> **Aim of the task**
Of all the entries below, only the lines from the one with "Map reading. Describe" up to and including the one with "Parse the screen" are to be duplicated exactly.

Material for this task below:

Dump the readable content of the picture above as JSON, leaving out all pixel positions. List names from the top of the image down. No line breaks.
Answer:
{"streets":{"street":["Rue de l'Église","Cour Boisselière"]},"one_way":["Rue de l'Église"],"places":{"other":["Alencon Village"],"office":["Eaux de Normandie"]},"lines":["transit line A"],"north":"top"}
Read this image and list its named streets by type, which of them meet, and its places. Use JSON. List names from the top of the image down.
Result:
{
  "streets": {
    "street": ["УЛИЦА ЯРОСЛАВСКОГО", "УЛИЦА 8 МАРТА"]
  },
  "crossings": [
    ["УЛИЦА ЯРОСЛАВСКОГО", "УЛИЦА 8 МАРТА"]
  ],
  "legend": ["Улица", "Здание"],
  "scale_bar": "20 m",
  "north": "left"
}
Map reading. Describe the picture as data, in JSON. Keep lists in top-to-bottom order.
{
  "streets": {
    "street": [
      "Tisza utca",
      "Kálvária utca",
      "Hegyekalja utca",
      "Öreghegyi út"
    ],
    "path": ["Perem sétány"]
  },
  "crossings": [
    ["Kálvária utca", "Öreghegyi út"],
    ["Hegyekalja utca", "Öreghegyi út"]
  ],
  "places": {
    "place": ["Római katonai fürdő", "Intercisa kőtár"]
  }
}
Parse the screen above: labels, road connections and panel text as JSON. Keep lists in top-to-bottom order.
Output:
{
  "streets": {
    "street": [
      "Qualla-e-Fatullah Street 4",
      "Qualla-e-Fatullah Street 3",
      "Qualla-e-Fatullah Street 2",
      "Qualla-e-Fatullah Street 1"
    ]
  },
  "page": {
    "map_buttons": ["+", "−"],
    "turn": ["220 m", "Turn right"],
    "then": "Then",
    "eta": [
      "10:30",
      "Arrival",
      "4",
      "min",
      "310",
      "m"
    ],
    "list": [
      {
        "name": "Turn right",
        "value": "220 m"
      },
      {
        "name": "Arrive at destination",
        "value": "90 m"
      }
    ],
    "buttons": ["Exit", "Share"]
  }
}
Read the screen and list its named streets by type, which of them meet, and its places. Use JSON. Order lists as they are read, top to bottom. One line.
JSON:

End of Material for this task.

> **Solution to the problem**
Map reading. Describe the picture as data, in JSON. Keep lists in top-to-bottom order.
{
  "streets": {
    "street": [
      "Tisza utca",
      "Kálvária utca",
      "Hegyekalja utca",
      "Öreghegyi út"
    ],
    "path": ["Perem sétány"]
  },
  "crossings": [
    ["Kálvária utca", "Öreghegyi út"],
    ["Hegyekalja utca", "Öreghegyi út"]
  ],
  "places": {
    "place": ["Római katonai fürdő", "Intercisa kőtár"]
  }
}
Parse the screen above: labels, road connections and panel text as JSON. Keep lists in top-to-bottom order.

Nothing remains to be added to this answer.